EDITORIAL: Follow the law in fight against contraband goods

Loaders offload sugar that was stopped on grounds it contains mercury and copper. More than 500,000 tonnes so far intercepted in ongoing crackdown. FILE PHOTO | NMG 

What you need to know:

  • State agencies must step up the pressure on cartels behind the black economy and level the playground for both entrepreneurs and consumers.
  • Raids on outlets suspected of dealing in contraband goods should be well structured and backed by law.

The ongoing crackdown on contraband goods is a timely first step towards restoring sanity in the Kenyan market.

Participating state agencies must step up the pressure on cartels behind the black economy and level the playground for both entrepreneurs and consumers.

It is in the interest of consumers and the national economy that all goods entering the country are screened for safety and performance standards and all the requisite taxes are paid. This provides a win-win situation because the safety of the consumer is guaranteed while the government gets due tax revenues.

Yet there is beginning to emerge the fact that the agencies involved in this fight are themselves beginning to turn it into a criminal enterprise - punishing traders wholesale or is being used by corrupt officers to loot from traders.

Raids on outlets suspected of dealing in contraband goods should be well structured and backed by law.

For instance, the officers involved in swoops must identify themselves at all times and execute their business in a manner that is allows the accused a fair hearing and leaves the possibility of the recovering their ware once they have settled the outstanding issues.

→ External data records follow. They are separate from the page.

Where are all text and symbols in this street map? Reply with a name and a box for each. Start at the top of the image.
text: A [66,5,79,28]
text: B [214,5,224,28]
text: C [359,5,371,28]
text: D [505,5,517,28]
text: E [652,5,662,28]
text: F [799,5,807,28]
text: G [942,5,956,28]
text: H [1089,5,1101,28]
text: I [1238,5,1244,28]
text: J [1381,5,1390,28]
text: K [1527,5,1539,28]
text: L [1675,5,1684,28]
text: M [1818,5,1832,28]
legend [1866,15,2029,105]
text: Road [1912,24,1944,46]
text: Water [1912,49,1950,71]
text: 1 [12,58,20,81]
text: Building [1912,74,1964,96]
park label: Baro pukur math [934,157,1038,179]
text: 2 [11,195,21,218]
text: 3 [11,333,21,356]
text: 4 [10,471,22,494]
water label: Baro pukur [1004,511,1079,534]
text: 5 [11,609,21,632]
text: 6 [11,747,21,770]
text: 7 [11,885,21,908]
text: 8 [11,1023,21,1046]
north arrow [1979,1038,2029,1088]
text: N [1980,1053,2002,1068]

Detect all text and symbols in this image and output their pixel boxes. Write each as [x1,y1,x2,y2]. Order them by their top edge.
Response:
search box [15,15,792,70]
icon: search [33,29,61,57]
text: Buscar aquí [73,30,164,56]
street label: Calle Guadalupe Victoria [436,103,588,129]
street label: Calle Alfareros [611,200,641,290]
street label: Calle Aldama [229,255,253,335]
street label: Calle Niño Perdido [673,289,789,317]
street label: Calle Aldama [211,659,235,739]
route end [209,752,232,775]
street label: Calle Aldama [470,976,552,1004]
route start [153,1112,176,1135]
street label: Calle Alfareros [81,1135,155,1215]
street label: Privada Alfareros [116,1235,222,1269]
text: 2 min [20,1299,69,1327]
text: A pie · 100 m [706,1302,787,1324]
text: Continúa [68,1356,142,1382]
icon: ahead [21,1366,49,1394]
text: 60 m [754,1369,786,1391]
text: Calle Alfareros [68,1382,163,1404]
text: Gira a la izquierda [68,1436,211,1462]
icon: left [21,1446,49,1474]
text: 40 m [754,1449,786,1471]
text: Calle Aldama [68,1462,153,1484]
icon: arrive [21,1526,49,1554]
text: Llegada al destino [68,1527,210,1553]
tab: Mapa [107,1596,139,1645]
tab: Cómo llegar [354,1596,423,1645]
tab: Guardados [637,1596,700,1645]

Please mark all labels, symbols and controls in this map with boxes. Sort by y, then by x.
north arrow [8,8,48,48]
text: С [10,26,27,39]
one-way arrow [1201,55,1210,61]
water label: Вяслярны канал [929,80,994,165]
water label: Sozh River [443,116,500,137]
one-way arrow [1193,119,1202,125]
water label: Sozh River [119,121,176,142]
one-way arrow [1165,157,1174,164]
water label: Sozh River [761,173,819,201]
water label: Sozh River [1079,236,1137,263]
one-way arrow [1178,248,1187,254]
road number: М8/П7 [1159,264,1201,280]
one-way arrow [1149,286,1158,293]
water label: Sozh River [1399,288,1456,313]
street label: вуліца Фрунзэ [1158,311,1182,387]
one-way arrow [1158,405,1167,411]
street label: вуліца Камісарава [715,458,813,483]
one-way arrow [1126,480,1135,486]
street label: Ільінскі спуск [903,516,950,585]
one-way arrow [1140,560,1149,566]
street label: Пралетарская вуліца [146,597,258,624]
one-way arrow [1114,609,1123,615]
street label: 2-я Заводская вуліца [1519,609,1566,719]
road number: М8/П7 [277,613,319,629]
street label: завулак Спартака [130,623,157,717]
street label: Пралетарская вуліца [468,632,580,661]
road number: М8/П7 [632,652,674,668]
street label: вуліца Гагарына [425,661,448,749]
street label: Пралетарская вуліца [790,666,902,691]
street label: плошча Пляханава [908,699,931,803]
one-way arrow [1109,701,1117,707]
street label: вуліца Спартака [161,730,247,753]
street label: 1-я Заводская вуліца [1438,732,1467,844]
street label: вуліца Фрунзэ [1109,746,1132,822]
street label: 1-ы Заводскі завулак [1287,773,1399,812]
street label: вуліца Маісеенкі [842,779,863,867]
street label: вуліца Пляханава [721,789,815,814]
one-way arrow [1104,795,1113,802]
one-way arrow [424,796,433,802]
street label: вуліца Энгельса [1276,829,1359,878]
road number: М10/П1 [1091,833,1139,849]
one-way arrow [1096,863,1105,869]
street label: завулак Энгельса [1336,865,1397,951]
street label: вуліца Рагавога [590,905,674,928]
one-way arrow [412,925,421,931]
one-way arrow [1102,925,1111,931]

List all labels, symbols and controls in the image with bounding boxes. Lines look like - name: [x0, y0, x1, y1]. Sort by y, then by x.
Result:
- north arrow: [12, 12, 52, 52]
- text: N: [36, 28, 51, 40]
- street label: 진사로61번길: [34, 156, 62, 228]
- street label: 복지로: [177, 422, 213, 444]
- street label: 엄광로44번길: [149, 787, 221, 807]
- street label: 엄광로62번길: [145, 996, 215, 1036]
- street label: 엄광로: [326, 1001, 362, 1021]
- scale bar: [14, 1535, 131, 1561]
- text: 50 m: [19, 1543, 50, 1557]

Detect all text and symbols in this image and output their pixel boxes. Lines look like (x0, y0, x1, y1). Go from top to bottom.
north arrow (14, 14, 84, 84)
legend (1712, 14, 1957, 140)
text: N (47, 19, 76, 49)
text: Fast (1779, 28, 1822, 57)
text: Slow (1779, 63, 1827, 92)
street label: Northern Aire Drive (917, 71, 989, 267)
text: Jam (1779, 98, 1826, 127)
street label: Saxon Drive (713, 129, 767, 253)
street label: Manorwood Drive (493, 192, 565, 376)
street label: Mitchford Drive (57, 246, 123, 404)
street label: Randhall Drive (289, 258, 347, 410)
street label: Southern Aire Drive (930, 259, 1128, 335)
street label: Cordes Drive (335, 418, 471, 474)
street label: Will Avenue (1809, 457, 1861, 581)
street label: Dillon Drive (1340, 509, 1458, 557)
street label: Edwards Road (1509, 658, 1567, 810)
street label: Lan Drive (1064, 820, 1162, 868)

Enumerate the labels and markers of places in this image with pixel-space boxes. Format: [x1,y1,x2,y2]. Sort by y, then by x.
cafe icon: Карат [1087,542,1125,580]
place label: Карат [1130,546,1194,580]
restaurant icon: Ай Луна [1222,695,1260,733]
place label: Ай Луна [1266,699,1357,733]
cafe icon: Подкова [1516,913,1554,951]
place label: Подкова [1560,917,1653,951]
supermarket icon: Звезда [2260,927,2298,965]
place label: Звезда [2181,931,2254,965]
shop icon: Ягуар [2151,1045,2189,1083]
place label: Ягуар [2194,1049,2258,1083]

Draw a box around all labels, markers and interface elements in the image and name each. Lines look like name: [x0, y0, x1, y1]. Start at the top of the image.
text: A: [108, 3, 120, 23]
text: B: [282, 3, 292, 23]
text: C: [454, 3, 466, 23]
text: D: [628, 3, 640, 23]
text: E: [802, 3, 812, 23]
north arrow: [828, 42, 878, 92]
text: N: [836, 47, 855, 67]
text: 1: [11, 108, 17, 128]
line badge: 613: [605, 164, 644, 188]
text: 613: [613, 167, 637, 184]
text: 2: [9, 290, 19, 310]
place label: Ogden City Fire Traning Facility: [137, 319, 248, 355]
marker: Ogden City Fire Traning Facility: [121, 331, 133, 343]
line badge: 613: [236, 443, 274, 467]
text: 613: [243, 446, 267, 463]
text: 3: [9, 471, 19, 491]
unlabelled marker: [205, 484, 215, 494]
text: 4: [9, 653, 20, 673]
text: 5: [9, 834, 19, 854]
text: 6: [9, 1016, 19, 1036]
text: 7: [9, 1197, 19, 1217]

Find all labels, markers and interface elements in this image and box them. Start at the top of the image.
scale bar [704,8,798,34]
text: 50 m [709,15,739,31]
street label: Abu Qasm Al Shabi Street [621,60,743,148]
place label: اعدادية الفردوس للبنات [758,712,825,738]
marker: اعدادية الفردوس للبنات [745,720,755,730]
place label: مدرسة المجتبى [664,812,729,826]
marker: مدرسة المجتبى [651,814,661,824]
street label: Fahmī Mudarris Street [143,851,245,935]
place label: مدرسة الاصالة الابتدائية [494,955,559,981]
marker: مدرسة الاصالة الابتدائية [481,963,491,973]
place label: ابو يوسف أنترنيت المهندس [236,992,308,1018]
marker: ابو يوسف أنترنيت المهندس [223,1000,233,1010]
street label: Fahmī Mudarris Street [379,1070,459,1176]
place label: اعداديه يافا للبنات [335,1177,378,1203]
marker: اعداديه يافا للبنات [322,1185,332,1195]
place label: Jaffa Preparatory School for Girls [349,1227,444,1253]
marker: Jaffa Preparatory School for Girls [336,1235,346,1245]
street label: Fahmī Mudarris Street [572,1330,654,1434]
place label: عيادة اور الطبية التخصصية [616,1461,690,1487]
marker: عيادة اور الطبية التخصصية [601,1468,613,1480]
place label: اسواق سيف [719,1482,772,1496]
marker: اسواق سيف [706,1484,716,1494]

It must be standard procedure that officers involved in the swoops keep an inventory of items seized from outlets and account for it.\

Eradicating contraband from the market will not be an easy task and state agencies must focus beyond the small retailers and arrest the illegal goods right at the source.

The seizure of large shipments of contraband goods in the market points to large loopholes in border posts and Pre-Export Verification of Conformity to Standards Programme(PVoC), whose sole objective is to limit the risk of unsafe and inferior goods entering Kenyan market.

It is baffling that container loads of substandard goods find their way into Kenyan shops undetected yet the Kenya Bureau of Standards (Kebs) has enlisted the services of pre-shipment inspection agents in key source markets.

The crackdown on contraband goods must therefore begin from the source markets and cascade downwards to the big wholesalers and finally to small retailers, who are at times unaware of the status of held stocks.

In the same vein, civic education on contraband among small-scale traders would help with the fight because retailers would be aware of the risks involving trade in illegal goods.